That’s right, but we don’t know if it really is a way forward. We must prepare ourselves so we can act right away when normality resumes, by continuing to work at the same pace. That’s partly why we kept to the same schedule. But it is depressing. I’m not sure if we can work with vigor. We’ll have to push ourselves.”

Has the business within Japan changed drastically, too?

We can’t go out, or we feel like we shouldn’t. There are no opportunities or reasons to dress up, or places to dress up to express who you are. That’s the reality.

It reminded me of the thing that we took for granted, that we wear clothes to show ourselves in a certain way, depending on where we go, who we meet or how we feel. In the current situation, we can no longer enjoy these feelings.
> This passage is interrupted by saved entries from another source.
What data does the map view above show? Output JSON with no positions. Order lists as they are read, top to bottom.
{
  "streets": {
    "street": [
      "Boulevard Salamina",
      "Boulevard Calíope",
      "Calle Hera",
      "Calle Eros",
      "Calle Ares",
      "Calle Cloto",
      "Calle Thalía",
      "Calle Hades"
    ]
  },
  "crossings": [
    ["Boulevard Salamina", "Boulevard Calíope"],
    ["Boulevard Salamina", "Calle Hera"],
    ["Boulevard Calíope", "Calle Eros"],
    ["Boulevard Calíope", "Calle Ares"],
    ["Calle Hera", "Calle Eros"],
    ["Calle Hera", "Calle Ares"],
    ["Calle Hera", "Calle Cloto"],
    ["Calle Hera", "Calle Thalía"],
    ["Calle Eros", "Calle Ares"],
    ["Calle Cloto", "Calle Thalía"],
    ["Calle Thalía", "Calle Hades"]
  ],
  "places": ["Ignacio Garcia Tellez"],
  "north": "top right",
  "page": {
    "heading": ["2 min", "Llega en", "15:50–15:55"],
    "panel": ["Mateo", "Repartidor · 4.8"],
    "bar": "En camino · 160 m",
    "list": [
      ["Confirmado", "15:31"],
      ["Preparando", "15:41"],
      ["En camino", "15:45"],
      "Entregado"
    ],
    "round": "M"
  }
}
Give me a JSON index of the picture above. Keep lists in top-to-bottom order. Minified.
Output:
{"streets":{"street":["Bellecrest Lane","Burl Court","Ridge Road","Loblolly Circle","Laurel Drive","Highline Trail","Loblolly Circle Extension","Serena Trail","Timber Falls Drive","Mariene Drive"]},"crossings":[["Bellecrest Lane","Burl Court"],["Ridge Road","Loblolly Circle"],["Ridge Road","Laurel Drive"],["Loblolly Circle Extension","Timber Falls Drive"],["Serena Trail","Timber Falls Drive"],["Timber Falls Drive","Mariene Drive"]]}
It’d be great if we could overcome that and dress up to motivate ourselves, but that’s easier said than done. It’s easy to say, “Let’s dress up to cheer ourselves up.” I wonder if people get dressed up to appear on Zoom meetings for work—even though the others can only see your top half.

I hear people talk about how they focus on looking good from waist-up. [Laughs.] I suppose it’s the first time for you to stay in Japan like this.

Yes, and it’s tough. You’re in the same boat as me, no? I used to fly every six weeks or so, but now I’m stuck. By traveling, I could feel things, both good and bad. It’s like having antennae, I guess. And if I’m not moving around, my world becomes smaller.

We definitely have less stimulation, etcetera, from the external world. On the other hand, I feel that maybe it provides an opportunity to look again at where you are standing, and Japan.

Is that why you chose to highlight Japan for your April issue? [Laughs] But we can’t even move around Japan. I can’t even go to Kyoto.

You’re right. We can’t go on sightseeing trips, so this issue focused on crafting in Japan. We figured we should treat this time that was given to us as a chance to look at the “good things” that surround us. I remember that last October, you exhibited an installation by photographer Daido Moriyama, in Comme des Garçons’ Aoyama store.

I’ve been using the Aoyama shop to express things regularly, since the shop opened. This is to show people our thoughts and suggestions as Comme des Garçons, through things other than our clothes, such as taking the materials printed on the advertising mail we give out to our customers and making it 3D. I’ve always been a fan of Mr. Moriyama’s works, and they often inspire me. He created an installation in our Osaka branch, and we’ve known each other for a long time. Last time, we exhibited enlarged versions of his works and it was fantastic. I was really pleased with the result.

At Vogue, all 26 editions around the world published on the common theme of “Hope” for the August/September 2020 issues, and as part of it, each editor-in-chief provided an image that represented hope for them. I chose the photograph Mr. Moriyama took from a window at his home, where Mount Fuji is portrayed beyond the twilight cityscape. The message was not explicit, but it conveyed a sense of resilience and a faint glimpse of hope, as well as the sadness of our living.

It’s nonchalant—no, not really nonchalant, but it’s not in your face. It’s something that just oozes out.

That’s exactly it. You said “nonchalant”—it reminded me of when I interviewed you last time, 18 months ago, when you told me that you try to express “strength within nameless things” through your collection. Now, the theme of your spring collection was “dissonance”—did the idea of “strength within nameless things” penetrate through this collection, too?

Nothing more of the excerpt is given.